Ihr Verbrechen: Die Forderung nach einem 8-Stunden Tag.

Heute leben wir in einer anderen Zeit. Zumindest was die Rahmenbedingungen angeht. Längst gibt es Theorien und Überlegungen dazu, wie viele Arbeitsstunden bei einer konsequenten Bedürfnisproduktion nötig sind, um den Bedarf aller Menschen auf der Erde zu befriedigen. Wir sprechen dabei nicht von der bloßen Ernährung, sondern einem anständigen Konsum- und Lebensstandard. Die Zahlen liegen zwischen drei und fünf Stunden täglich.

Deshalb: Vergessen wir nicht die Geschichte und schauen in die Zukunft! Wir haben nichts zu befürchten, wenn wir einen 5-Stunden-Tag fordern!

Warum dies nicht von alleine kommt? Die Antwort ist ebenso einfach wie absurd: Wegen der inneren Logik unseres Wirtschaftssystems. Im Kapitalismus zahlt es sich nicht aus, den Hunger zu besiegen und ist deshalb ökonomisch unvernünftig. Denn hungernde Menschen stellen keinen „Markt“ dar: sie sind zu arm, um zu bezahlen. Rüstung hingegen ist ein vernünftiges Geschäft, und der Supercoup, von dem jeder Rüstungsmanager träumt, ist der Krieg, weil sich dabei nämlich die teuren Waffensysteme selbst vernichten, so dass sie anschließend wieder neu gekauft werden müssen.

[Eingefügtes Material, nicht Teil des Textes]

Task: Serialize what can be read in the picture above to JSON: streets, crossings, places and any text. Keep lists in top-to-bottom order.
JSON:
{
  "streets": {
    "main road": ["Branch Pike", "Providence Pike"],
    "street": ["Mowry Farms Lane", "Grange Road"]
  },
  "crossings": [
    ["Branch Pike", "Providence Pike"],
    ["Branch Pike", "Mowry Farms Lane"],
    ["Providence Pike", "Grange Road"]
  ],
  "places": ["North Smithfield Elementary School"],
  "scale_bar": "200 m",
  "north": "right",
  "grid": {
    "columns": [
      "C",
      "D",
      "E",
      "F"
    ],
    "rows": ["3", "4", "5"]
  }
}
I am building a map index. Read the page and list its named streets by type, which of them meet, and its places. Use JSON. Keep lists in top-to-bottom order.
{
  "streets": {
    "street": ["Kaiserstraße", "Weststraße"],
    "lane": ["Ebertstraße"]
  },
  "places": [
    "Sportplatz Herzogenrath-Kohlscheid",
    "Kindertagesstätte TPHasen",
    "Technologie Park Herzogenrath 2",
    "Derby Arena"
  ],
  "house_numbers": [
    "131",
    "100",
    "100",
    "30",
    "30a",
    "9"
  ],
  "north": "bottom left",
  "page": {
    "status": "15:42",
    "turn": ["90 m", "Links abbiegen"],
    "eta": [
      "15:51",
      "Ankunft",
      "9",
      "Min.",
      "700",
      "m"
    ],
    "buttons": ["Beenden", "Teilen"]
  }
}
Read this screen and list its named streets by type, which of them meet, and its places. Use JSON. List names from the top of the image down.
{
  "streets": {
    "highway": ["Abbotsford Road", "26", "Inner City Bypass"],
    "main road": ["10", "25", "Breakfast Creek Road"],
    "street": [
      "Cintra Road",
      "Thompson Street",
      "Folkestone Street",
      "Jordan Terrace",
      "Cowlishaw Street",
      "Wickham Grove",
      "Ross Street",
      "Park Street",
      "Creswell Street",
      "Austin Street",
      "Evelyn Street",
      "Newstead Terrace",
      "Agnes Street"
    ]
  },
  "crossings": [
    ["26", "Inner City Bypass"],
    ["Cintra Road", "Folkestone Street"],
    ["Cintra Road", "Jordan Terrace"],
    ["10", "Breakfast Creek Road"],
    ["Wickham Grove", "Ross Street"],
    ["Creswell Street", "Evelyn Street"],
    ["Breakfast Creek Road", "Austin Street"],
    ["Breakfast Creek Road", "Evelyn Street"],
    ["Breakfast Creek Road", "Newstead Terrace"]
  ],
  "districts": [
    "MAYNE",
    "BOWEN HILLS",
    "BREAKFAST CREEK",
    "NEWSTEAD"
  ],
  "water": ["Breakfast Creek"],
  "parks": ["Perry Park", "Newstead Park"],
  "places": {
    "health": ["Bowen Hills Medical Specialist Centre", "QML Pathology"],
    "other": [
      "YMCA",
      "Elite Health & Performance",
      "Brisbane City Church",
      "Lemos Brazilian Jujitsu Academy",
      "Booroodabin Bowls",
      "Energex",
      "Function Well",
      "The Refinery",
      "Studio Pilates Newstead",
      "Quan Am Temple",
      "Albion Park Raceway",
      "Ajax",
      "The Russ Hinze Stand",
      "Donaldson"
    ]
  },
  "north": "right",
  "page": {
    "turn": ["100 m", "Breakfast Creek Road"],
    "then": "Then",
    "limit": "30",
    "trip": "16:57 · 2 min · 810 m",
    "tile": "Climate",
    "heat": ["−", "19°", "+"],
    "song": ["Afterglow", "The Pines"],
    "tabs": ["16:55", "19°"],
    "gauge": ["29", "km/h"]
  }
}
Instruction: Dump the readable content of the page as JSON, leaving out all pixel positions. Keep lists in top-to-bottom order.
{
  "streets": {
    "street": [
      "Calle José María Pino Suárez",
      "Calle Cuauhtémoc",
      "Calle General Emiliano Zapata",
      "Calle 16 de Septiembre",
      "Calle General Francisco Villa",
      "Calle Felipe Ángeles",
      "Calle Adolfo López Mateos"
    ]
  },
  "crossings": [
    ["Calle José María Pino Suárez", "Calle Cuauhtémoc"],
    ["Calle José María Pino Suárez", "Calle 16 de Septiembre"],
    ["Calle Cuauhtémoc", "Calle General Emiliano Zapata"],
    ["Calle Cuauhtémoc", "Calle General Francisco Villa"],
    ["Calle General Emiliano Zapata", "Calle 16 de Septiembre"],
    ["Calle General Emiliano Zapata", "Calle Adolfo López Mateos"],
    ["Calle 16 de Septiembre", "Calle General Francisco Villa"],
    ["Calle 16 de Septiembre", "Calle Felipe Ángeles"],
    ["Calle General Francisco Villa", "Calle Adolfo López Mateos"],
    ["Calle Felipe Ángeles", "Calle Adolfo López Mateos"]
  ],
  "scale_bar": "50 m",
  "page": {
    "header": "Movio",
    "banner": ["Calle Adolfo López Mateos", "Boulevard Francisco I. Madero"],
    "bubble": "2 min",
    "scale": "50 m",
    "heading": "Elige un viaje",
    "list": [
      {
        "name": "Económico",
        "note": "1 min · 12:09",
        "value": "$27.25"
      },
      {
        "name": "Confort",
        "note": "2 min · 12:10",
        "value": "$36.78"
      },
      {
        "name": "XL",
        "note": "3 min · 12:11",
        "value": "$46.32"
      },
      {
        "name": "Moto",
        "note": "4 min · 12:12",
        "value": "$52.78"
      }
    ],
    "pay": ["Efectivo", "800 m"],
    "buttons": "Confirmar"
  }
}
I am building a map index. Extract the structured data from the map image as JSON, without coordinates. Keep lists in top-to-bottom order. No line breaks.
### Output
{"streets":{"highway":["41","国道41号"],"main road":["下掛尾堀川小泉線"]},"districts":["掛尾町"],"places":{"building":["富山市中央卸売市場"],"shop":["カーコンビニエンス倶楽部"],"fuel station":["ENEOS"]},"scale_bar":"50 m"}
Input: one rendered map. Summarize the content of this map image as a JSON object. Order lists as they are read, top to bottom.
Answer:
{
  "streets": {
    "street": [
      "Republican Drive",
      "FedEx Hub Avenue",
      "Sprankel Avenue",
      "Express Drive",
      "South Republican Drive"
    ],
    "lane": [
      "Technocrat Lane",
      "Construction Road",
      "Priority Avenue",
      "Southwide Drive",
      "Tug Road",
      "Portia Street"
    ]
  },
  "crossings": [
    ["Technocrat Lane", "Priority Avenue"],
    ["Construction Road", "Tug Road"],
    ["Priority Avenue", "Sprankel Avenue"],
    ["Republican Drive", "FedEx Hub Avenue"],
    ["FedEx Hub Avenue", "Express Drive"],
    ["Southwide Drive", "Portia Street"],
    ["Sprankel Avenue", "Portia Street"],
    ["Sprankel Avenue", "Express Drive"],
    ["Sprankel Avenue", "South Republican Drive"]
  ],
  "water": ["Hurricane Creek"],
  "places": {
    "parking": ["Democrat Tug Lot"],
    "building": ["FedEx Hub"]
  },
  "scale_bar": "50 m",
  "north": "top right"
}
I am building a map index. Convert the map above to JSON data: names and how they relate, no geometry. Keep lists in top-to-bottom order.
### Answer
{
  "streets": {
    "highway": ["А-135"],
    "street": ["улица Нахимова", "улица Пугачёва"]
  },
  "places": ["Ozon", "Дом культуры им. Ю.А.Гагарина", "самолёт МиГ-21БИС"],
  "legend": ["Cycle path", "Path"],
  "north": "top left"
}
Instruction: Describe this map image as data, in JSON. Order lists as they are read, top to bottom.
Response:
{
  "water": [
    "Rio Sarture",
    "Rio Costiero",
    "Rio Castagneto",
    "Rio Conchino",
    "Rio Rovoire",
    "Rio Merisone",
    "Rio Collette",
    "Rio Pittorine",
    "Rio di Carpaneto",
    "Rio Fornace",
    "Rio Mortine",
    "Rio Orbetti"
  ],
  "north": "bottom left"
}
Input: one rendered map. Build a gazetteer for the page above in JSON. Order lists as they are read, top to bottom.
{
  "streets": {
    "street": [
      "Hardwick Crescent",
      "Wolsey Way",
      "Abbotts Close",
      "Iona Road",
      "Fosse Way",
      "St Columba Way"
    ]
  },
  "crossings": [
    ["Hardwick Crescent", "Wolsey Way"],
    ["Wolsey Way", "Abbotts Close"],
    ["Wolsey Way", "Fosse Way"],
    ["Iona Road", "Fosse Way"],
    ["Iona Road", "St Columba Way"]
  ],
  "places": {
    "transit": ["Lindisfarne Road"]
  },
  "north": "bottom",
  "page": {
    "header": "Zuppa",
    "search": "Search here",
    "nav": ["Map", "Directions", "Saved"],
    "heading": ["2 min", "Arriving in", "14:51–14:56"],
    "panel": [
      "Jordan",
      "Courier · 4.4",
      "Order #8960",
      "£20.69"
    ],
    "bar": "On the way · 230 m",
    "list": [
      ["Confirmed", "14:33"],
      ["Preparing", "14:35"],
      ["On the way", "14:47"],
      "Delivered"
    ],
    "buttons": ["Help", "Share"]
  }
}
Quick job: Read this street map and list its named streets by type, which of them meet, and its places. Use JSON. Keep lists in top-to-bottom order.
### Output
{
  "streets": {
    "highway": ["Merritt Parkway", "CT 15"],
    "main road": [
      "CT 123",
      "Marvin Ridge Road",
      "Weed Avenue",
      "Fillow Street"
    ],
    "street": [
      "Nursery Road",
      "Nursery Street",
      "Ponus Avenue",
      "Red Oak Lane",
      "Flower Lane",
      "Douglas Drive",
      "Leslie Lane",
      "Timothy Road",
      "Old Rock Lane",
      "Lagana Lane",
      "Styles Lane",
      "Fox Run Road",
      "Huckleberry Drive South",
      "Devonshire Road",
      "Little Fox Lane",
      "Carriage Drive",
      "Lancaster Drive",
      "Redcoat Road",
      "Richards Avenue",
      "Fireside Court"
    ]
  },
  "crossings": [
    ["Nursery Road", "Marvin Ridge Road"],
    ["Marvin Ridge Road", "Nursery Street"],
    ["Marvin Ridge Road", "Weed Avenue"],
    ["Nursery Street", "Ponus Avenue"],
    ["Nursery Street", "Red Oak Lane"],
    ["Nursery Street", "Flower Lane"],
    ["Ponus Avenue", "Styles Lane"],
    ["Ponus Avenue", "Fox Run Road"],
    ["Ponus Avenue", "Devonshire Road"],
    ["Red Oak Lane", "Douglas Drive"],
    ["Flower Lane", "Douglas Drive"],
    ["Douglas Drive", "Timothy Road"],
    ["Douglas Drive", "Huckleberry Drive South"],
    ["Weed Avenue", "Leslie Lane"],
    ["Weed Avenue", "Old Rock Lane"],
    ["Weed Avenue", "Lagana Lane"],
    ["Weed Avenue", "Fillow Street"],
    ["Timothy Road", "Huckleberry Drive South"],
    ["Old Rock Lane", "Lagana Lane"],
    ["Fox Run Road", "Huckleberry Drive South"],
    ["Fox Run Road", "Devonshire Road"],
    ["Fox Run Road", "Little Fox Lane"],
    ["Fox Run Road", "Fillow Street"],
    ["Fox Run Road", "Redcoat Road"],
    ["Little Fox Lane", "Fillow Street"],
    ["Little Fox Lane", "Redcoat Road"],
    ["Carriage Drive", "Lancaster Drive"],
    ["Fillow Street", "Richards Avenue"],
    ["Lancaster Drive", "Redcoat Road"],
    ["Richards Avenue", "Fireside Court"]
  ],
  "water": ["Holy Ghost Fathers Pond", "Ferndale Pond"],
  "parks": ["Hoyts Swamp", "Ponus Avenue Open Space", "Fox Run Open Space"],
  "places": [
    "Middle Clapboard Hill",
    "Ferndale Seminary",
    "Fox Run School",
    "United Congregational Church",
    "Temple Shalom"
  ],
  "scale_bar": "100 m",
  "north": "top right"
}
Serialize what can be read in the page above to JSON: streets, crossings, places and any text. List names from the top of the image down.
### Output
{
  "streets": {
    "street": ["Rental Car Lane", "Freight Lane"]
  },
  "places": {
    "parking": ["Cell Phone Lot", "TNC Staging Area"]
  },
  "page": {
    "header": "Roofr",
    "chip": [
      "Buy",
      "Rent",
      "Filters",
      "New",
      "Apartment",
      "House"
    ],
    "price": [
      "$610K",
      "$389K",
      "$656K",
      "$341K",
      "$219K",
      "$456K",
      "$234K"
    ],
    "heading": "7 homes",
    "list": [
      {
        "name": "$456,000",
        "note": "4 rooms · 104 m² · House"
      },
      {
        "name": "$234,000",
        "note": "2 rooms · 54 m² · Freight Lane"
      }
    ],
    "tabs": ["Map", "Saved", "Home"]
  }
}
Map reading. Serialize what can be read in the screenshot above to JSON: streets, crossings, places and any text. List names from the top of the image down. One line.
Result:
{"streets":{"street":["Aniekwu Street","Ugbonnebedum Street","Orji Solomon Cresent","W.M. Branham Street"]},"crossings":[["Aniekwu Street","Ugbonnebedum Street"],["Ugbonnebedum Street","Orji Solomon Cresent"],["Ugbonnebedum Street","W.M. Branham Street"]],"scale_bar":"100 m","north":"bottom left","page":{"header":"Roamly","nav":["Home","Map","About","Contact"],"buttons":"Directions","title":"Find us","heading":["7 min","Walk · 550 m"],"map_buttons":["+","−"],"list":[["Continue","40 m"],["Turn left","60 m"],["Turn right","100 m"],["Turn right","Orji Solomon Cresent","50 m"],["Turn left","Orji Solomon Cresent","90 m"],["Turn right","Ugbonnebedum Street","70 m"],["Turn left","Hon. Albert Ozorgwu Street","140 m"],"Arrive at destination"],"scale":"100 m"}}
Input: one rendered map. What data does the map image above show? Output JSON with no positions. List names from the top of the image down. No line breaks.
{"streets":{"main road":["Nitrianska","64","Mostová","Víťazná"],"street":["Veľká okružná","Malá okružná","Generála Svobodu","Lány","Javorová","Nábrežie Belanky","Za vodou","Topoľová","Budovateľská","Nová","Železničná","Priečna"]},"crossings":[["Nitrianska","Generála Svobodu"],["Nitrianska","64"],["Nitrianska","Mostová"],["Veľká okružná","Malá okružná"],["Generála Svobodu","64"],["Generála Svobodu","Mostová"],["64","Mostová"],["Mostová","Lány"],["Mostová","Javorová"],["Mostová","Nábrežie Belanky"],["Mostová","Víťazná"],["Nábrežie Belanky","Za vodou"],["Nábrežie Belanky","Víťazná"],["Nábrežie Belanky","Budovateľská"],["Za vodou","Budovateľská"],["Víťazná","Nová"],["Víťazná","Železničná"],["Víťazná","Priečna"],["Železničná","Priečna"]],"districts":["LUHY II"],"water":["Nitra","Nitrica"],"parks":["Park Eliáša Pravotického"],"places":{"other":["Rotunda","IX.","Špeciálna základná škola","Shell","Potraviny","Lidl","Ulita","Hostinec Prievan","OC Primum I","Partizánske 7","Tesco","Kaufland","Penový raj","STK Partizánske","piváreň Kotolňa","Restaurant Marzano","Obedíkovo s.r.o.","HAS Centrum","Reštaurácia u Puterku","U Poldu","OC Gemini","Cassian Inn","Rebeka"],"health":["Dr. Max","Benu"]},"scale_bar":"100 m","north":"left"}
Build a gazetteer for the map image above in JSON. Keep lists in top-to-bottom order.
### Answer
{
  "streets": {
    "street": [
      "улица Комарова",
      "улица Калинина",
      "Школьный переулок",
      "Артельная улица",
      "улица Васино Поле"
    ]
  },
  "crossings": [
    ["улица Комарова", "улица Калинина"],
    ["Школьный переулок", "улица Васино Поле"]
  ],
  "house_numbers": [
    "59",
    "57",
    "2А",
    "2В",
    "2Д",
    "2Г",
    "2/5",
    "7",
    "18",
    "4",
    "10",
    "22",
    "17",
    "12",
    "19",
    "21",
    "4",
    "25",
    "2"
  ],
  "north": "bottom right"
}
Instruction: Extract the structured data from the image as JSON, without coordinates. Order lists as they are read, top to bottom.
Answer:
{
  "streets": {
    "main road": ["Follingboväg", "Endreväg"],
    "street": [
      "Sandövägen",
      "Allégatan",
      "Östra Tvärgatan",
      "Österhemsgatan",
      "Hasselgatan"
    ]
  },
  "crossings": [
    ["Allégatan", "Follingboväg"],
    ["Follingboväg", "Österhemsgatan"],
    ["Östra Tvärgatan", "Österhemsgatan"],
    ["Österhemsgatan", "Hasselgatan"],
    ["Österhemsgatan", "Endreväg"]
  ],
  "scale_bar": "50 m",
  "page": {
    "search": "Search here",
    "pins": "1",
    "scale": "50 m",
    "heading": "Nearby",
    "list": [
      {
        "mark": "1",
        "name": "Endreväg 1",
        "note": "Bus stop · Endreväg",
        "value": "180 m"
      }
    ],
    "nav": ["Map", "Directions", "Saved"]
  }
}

Angesichts dieses Irrsinnssystems zum Schluss noch einmal die Frage: Was ist eigentlich „die Krise“, von der immer wieder so viel schwadroniert wird? Irgendwelche Zahlen auf den elektronischen Anzeigetafeln in der Wall Street oder die ganz banale Tatsache, dass solche Zahlen überhaupt existieren und ihre nicht nachvollziehbare „Logik“ letztendlich über unser aller Wohl und Wehe bestimmen?

Zugegeben, diese Frage ist eine rhetorische. Es ist an der Zeit, dass aus ihrer Beantwortung eine neue Realität erwächst.

Wir arbeiten nicht für Eure Krisen – Für eine Zukunft ohne Lohnarbeit!